GSK is a FSTE100 pharmaceutical company that understands the connection between diversity of thinking and progress. In 2012 it began a process of putting its clinical drug trial data onto the internet, allowing other research organisations to develop cures from its data. It believes this will halve the development times for critical diseases such as malaria, demonstrating its citizenship at a time when its sector is constantly having to earn its licence to operate.
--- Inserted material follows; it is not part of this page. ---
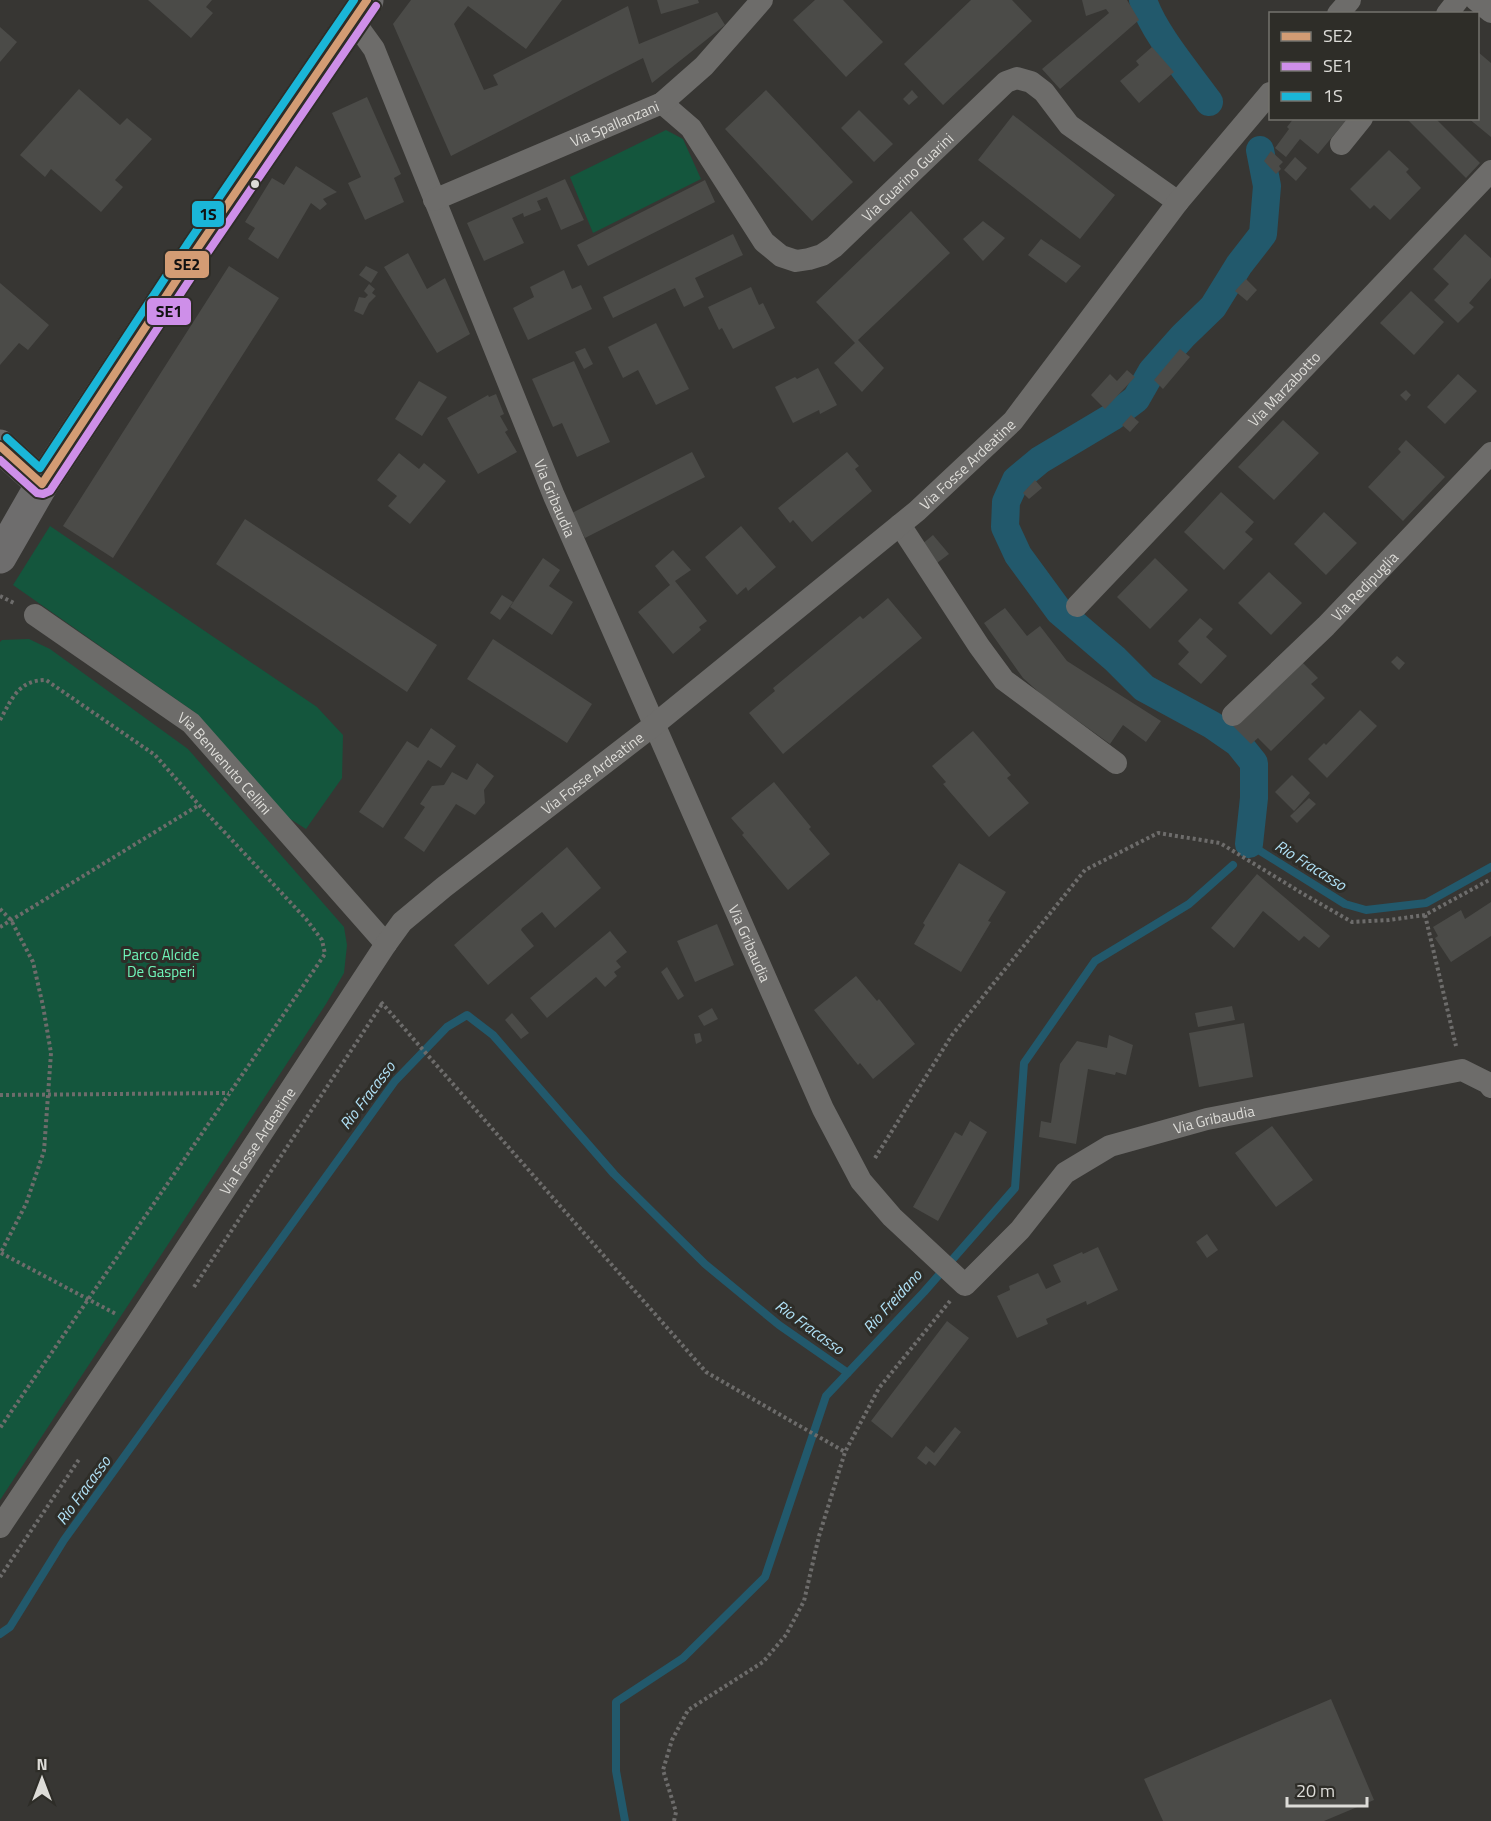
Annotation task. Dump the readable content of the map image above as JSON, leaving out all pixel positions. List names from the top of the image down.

As with any idea whose time has come, the benefits of openness seem pretty obvious. We all want to have access to the best ideas, to remain relevant in a fast-changing world and to be supported by a strong community – individuals and businesses alike. We now have the digital platforms that facilitate openness, and the pioneers who have overcome the institutional resistance to change. The message from them is “it’s OK. Nobody died. In fact, it’s just a much better way of doing business”.
Jim Woods is CEO of The Crowd, a platform for the business community to share ideas and innovations.